ASA 127th Meeting M.I.T. 1994 June 6-10

3aPP18. Sudden changes in simulated room acoustics influence echo suppression.

Richard L. Freyman

Dept. of Commun. Disord., Univ. of Massachusetts, Amherst, MA 01003

Rachel K. Clifton

Daniel D. McCall

Univ. of Massachusetts, Amherst, MA 01003

Listeners seated in an anechoic chamber discriminated the direction of the lag noise burst within a lead-lag pair. The lead loudspeakers were 42(degrees) or 48(degrees) left of midline, and the lag loudspeakers were 35(degrees) or 55(degrees) right. A train of noise bursts, during which the lag was always 45(degrees) right, preceded the test noise in some conditions. In the first experiment the lead was broadband (``B'') and lag was either high-(``H'') or low-pass (``L'') filtered.

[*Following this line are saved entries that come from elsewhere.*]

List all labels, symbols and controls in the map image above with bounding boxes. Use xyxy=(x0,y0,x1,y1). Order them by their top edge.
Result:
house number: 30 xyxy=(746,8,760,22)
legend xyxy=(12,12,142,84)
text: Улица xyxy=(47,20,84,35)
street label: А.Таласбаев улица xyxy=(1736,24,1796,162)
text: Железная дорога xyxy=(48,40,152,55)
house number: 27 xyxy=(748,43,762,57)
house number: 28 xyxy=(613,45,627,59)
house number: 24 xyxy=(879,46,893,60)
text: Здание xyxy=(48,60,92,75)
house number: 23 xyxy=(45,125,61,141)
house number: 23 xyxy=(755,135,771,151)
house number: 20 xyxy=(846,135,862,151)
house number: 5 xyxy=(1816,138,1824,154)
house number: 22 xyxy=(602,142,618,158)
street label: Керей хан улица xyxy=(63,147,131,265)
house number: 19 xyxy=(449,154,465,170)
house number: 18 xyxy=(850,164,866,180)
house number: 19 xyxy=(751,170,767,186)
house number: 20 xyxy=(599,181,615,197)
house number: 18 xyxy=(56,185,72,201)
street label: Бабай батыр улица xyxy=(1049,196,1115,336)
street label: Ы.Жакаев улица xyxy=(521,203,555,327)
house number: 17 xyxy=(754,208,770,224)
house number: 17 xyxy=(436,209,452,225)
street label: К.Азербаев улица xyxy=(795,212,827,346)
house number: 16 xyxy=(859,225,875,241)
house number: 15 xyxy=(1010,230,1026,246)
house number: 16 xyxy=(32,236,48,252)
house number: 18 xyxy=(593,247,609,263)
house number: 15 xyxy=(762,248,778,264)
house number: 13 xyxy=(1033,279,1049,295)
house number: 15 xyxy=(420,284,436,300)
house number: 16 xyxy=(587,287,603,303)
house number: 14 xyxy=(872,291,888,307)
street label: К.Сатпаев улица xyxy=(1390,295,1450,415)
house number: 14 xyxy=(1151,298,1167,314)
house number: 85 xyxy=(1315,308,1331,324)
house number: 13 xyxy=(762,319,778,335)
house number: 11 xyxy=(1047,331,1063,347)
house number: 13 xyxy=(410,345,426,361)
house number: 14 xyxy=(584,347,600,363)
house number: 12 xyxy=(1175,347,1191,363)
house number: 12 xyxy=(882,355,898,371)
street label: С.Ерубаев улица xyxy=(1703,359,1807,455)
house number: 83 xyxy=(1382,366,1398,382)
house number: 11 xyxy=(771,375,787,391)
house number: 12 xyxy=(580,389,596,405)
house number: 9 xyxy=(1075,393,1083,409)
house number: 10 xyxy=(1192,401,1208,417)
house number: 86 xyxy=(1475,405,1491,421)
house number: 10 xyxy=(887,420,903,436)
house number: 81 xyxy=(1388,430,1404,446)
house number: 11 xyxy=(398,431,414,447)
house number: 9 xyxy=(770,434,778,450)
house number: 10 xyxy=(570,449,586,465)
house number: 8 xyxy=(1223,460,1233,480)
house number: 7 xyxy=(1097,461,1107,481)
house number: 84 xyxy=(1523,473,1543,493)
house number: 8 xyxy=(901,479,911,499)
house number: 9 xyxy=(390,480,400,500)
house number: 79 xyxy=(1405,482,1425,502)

Discrimination of the test noise location was poorer when the B-L (lead-lag) test was preceded by a B-L train than when the test noise was presented in isolation, suggesting that echo suppression built up during the repetitious train. By comparison, discrimination of the B-L test was unaffected by a B-H train, indicating that any buildup of suppression during the train was broken when the lag's frequency shifted from H to L, which simulated a change in absorption of echoes by room surfaces. A second experiment in which the intensity of the lag varied between train and test produced similar results. The data are consistent with an interpretation in which echo suppression is temporarily broken when listeners' built-up expectations about room acoustics are violated. [Work supported by NIH DC01625.]